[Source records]

----

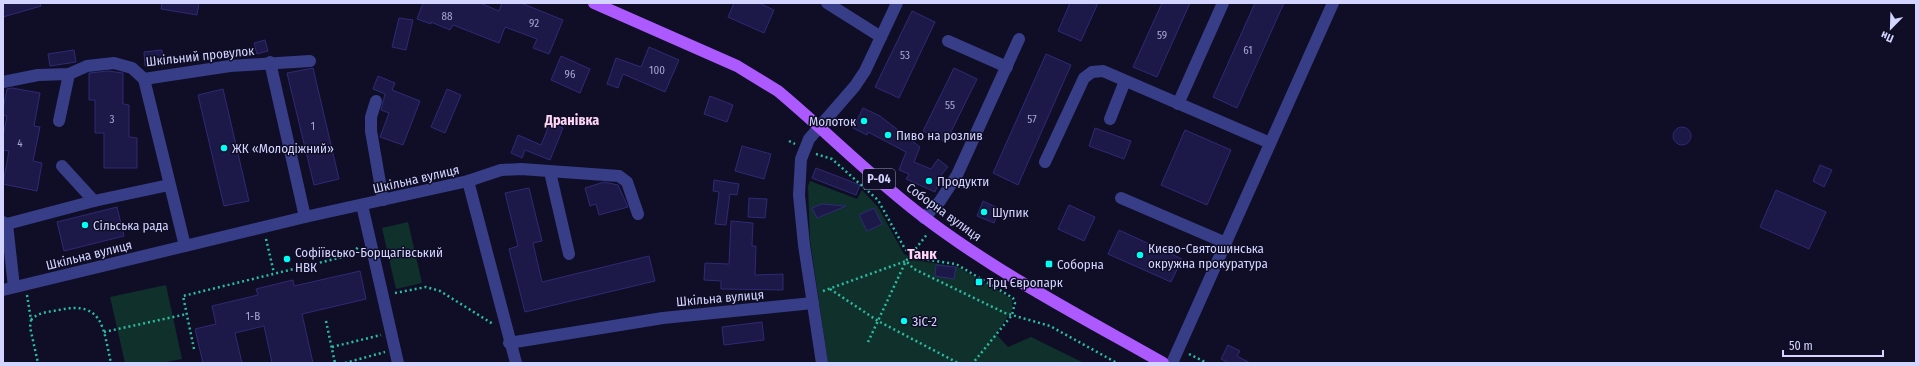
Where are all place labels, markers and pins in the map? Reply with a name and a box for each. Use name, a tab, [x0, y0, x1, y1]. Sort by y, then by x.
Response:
place label: Молоток	[809, 114, 856, 129]
marker: Молоток	[859, 116, 869, 126]
place label: Пиво на розлив	[896, 128, 983, 143]
marker: Пиво на розлив	[883, 130, 893, 140]
place label: ЖК «Молодіжний»	[232, 141, 334, 156]
marker: ЖК «Молодіжний»	[219, 143, 229, 153]
place label: Продукти	[937, 174, 989, 189]
marker: Продукти	[924, 176, 934, 186]
place label: Шупик	[992, 205, 1028, 220]
marker: Шупик	[979, 207, 989, 217]
place label: Сільська рада	[93, 218, 169, 233]
marker: Сільська рада	[80, 220, 90, 230]
place label: Києво-Святошинська окружна прокуратура	[1148, 241, 1268, 271]
place label: Софіївсько-Борщагівський НВК	[295, 245, 443, 275]
marker: Києво-Святошинська окружна прокуратура	[1135, 250, 1145, 260]
marker: Софіївсько-Борщагівський НВК	[282, 254, 292, 264]
place label: Соборна	[1057, 257, 1104, 272]
marker: Соборна	[1044, 259, 1054, 269]
place label: Трц Європарк	[987, 275, 1063, 290]
marker: Трц Європарк	[974, 277, 984, 287]
place label: ЗіС-2	[912, 314, 937, 329]
marker: ЗіС-2	[899, 316, 909, 326]

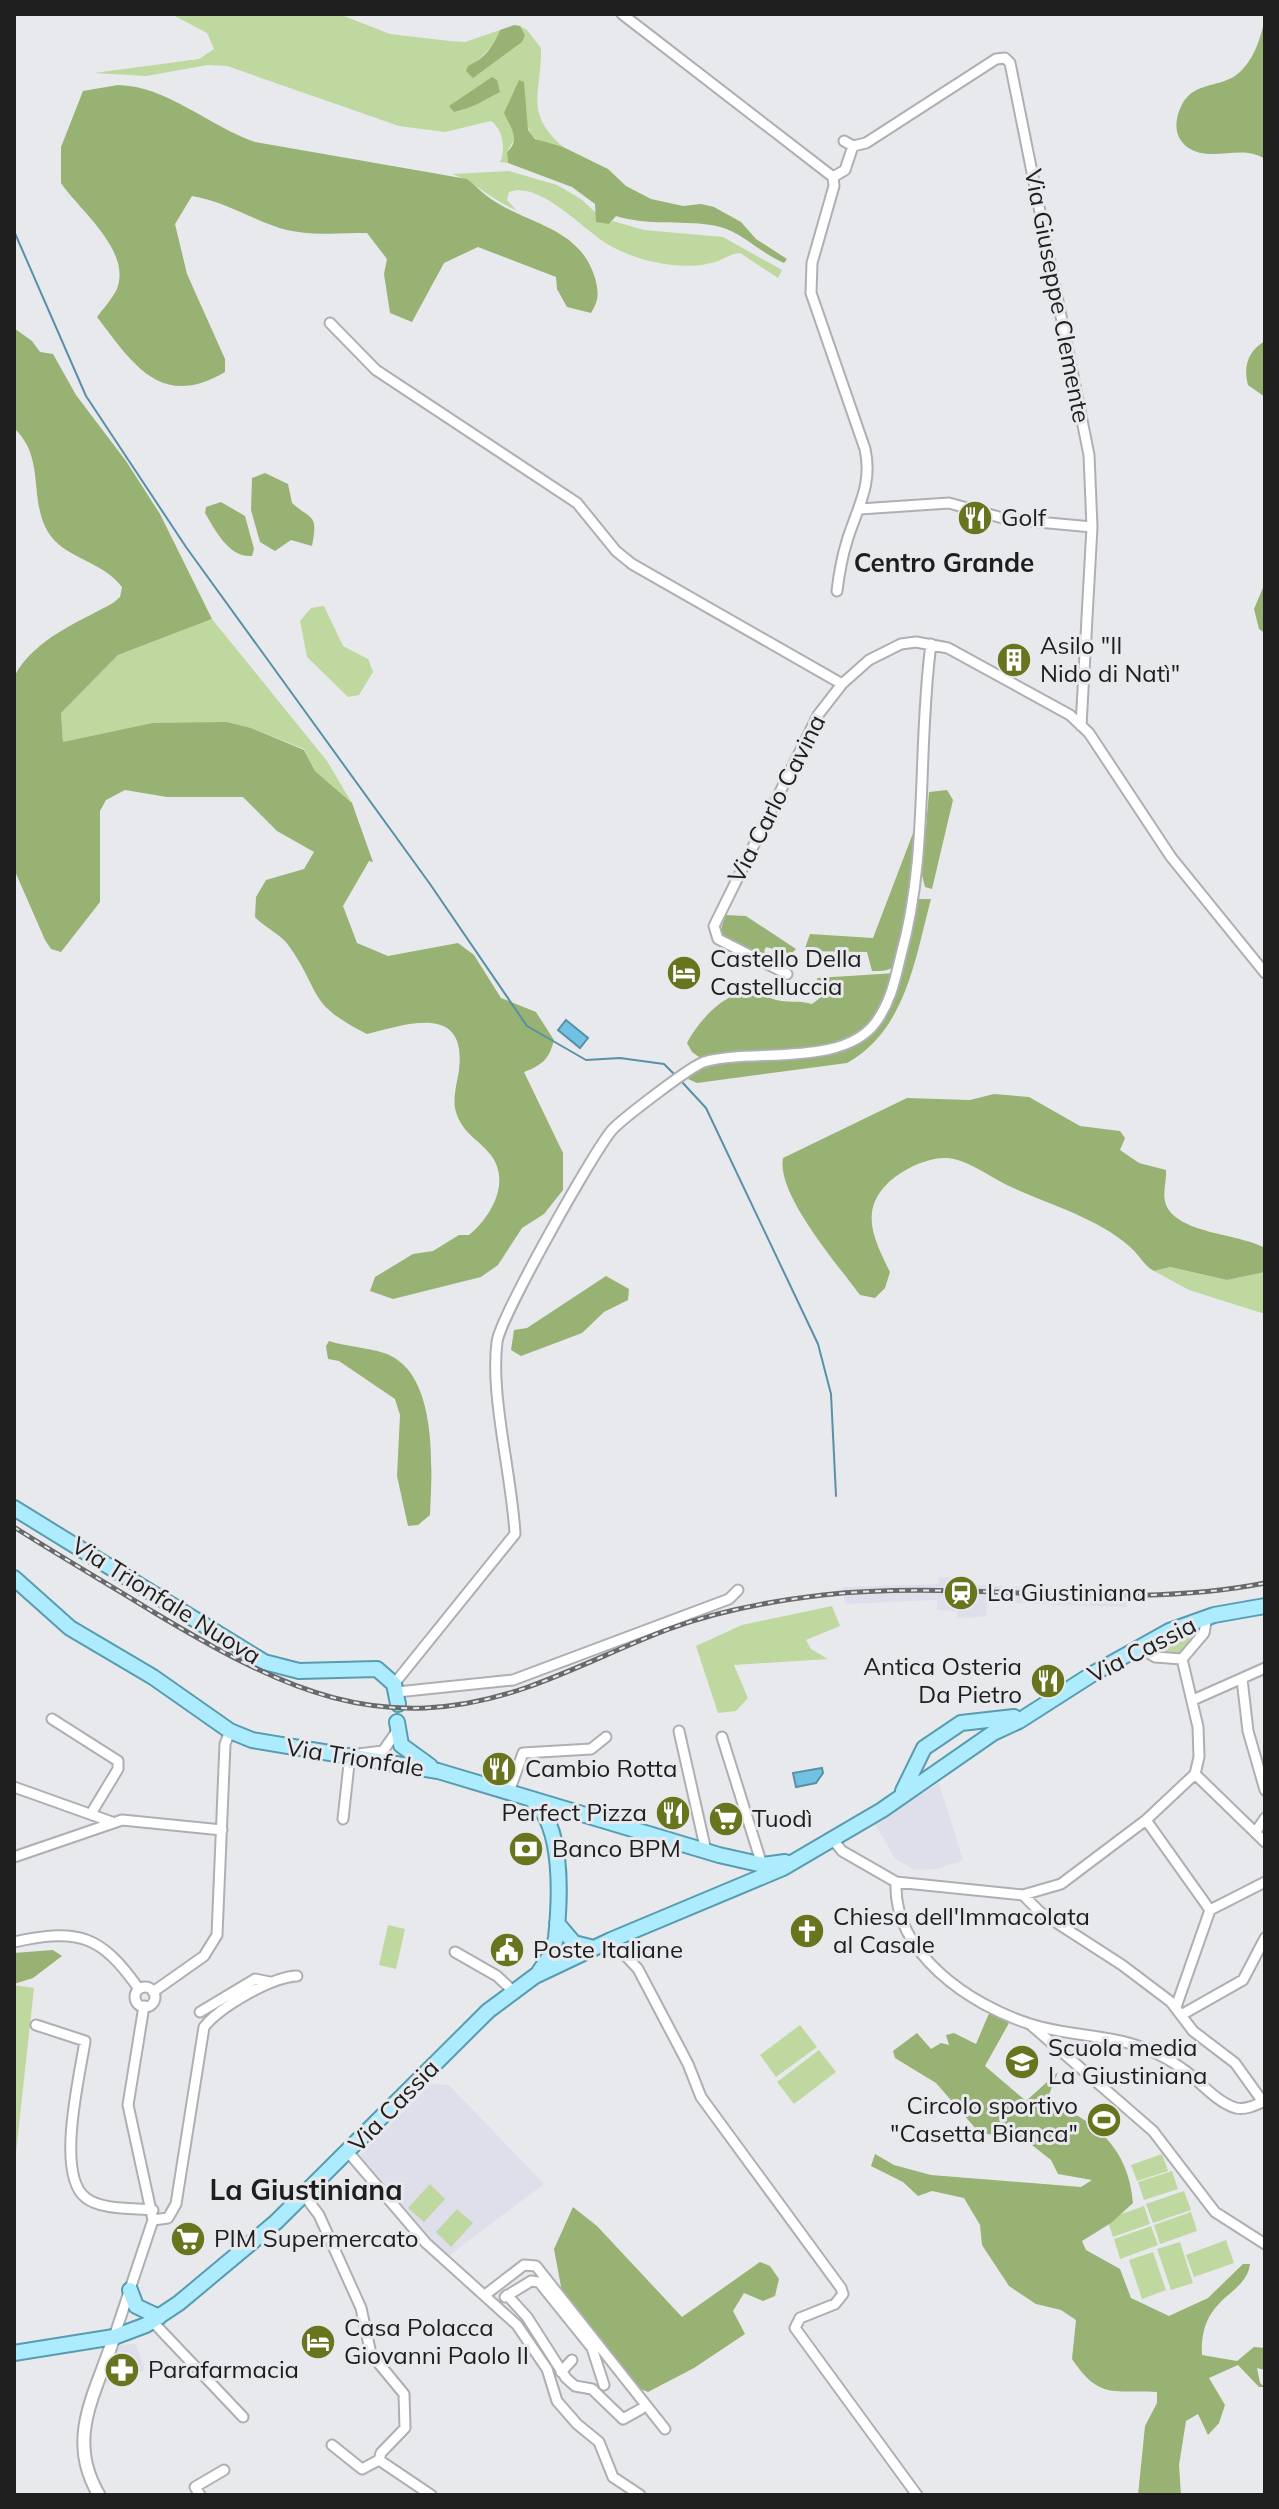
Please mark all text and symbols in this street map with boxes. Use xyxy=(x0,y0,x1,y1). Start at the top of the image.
street label: Via Giuseppe Clemente xyxy=(1019,166,1097,425)
restaurant icon: Golf xyxy=(956,499,994,537)
place label: Golf xyxy=(1001,502,1047,532)
district label: Centro Grande xyxy=(854,546,1034,579)
place label: Asilo "Il Nido di Natì" xyxy=(1040,630,1180,688)
building icon: Asilo "Il Nido di Natì" xyxy=(995,641,1033,679)
street label: Via Carlo Cavina xyxy=(721,709,832,888)
place label: Castello Della Castelluccia xyxy=(710,943,862,1001)
hotel icon: Castello Della Castelluccia xyxy=(665,954,703,992)
street label: Via Trionfale Nuova xyxy=(66,1530,267,1671)
station icon: La Giustiniana xyxy=(942,1574,980,1612)
place label: La Giustiniana xyxy=(987,1577,1146,1607)
street label: Via Cassia xyxy=(1082,1609,1201,1689)
place label: Antica Osteria Da Pietro xyxy=(863,1651,1022,1709)
restaurant icon: Antica Osteria Da Pietro xyxy=(1029,1662,1067,1700)
street label: Via Trionfale xyxy=(284,1731,426,1783)
restaurant icon: Cambio Rotta xyxy=(480,1750,518,1788)
place label: Cambio Rotta xyxy=(525,1753,677,1783)
restaurant icon: Perfect Pizza xyxy=(654,1794,692,1832)
place label: Perfect Pizza xyxy=(502,1797,647,1827)
supermarket icon: Tuodì xyxy=(707,1800,745,1838)
place label: Tuodì xyxy=(752,1803,812,1833)
bank icon: Banco BPM xyxy=(507,1830,545,1868)
place label: Banco BPM xyxy=(552,1833,681,1863)
place label: Chiesa dell'Immacolata al Casale xyxy=(833,1901,1090,1959)
church icon: Chiesa dell'Immacolata al Casale xyxy=(788,1912,826,1950)
public building icon: Poste Italiane xyxy=(488,1931,526,1969)
place label: Poste Italiane xyxy=(533,1934,683,1964)
place label: Scuola media La Giustiniana xyxy=(1048,2032,1207,2090)
school or university icon: Scuola media La Giustiniana xyxy=(1003,2043,1041,2081)
street label: Via Cassia xyxy=(342,2053,445,2158)
place label: Circolo sportivo "Casetta Bianca" xyxy=(890,2090,1078,2148)
sports icon: Circolo sportivo "Casetta Bianca" xyxy=(1085,2101,1123,2139)
district label: La Giustiniana xyxy=(209,2172,403,2207)
supermarket icon: PIM Supermercato xyxy=(169,2220,207,2258)
place label: PIM Supermercato xyxy=(214,2223,419,2253)
place label: Casa Polacca Giovanni Paolo II xyxy=(344,2312,529,2370)
hotel icon: Casa Polacca Giovanni Paolo II xyxy=(299,2323,337,2361)
pharmacy icon: Parafarmacia xyxy=(103,2351,141,2389)
place label: Parafarmacia xyxy=(148,2354,299,2384)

----

▶ _Task goal_
An exact reproduction of every record above is required, with no pictures included.

▶ _Answer to this problem_
Where are all place labels, markers and pins in the map? Reply with a name and a box for each. Use name, a tab, [x0, y0, x1, y1]. Sort by y, then by x.
Response:
place label: Молоток	[809, 114, 856, 129]
marker: Молоток	[859, 116, 869, 126]
place label: Пиво на розлив	[896, 128, 983, 143]
marker: Пиво на розлив	[883, 130, 893, 140]
place label: ЖК «Молодіжний»	[232, 141, 334, 156]
marker: ЖК «Молодіжний»	[219, 143, 229, 153]
place label: Продукти	[937, 174, 989, 189]
marker: Продукти	[924, 176, 934, 186]
place label: Шупик	[992, 205, 1028, 220]
marker: Шупик	[979, 207, 989, 217]
place label: Сільська рада	[93, 218, 169, 233]
marker: Сільська рада	[80, 220, 90, 230]
place label: Києво-Святошинська окружна прокуратура	[1148, 241, 1268, 271]
place label: Софіївсько-Борщагівський НВК	[295, 245, 443, 275]
marker: Києво-Святошинська окружна прокуратура	[1135, 250, 1145, 260]
marker: Софіївсько-Борщагівський НВК	[282, 254, 292, 264]
place label: Соборна	[1057, 257, 1104, 272]
marker: Соборна	[1044, 259, 1054, 269]
place label: Трц Європарк	[987, 275, 1063, 290]
marker: Трц Європарк	[974, 277, 984, 287]
place label: ЗіС-2	[912, 314, 937, 329]
marker: ЗіС-2	[899, 316, 909, 326]

Please mark all text and symbols in this street map with boxes. Use xyxy=(x0,y0,x1,y1). Start at the top of the image.
street label: Via Giuseppe Clemente xyxy=(1019,166,1097,425)
restaurant icon: Golf xyxy=(956,499,994,537)
place label: Golf xyxy=(1001,502,1047,532)
district label: Centro Grande xyxy=(854,546,1034,579)
place label: Asilo "Il Nido di Natì" xyxy=(1040,630,1180,688)
building icon: Asilo "Il Nido di Natì" xyxy=(995,641,1033,679)
street label: Via Carlo Cavina xyxy=(721,709,832,888)
place label: Castello Della Castelluccia xyxy=(710,943,862,1001)
hotel icon: Castello Della Castelluccia xyxy=(665,954,703,992)
street label: Via Trionfale Nuova xyxy=(66,1530,267,1671)
station icon: La Giustiniana xyxy=(942,1574,980,1612)
place label: La Giustiniana xyxy=(987,1577,1146,1607)
street label: Via Cassia xyxy=(1082,1609,1201,1689)
place label: Antica Osteria Da Pietro xyxy=(863,1651,1022,1709)
restaurant icon: Antica Osteria Da Pietro xyxy=(1029,1662,1067,1700)
street label: Via Trionfale xyxy=(284,1731,426,1783)
restaurant icon: Cambio Rotta xyxy=(480,1750,518,1788)
place label: Cambio Rotta xyxy=(525,1753,677,1783)
restaurant icon: Perfect Pizza xyxy=(654,1794,692,1832)
place label: Perfect Pizza xyxy=(502,1797,647,1827)
supermarket icon: Tuodì xyxy=(707,1800,745,1838)
place label: Tuodì xyxy=(752,1803,812,1833)
bank icon: Banco BPM xyxy=(507,1830,545,1868)
place label: Banco BPM xyxy=(552,1833,681,1863)
place label: Chiesa dell'Immacolata al Casale xyxy=(833,1901,1090,1959)
church icon: Chiesa dell'Immacolata al Casale xyxy=(788,1912,826,1950)
public building icon: Poste Italiane xyxy=(488,1931,526,1969)
place label: Poste Italiane xyxy=(533,1934,683,1964)
place label: Scuola media La Giustiniana xyxy=(1048,2032,1207,2090)
school or university icon: Scuola media La Giustiniana xyxy=(1003,2043,1041,2081)
street label: Via Cassia xyxy=(342,2053,445,2158)
place label: Circolo sportivo "Casetta Bianca" xyxy=(890,2090,1078,2148)
sports icon: Circolo sportivo "Casetta Bianca" xyxy=(1085,2101,1123,2139)
district label: La Giustiniana xyxy=(209,2172,403,2207)
supermarket icon: PIM Supermercato xyxy=(169,2220,207,2258)
place label: PIM Supermercato xyxy=(214,2223,419,2253)
place label: Casa Polacca Giovanni Paolo II xyxy=(344,2312,529,2370)
hotel icon: Casa Polacca Giovanni Paolo II xyxy=(299,2323,337,2361)
pharmacy icon: Parafarmacia xyxy=(103,2351,141,2389)
place label: Parafarmacia xyxy=(148,2354,299,2384)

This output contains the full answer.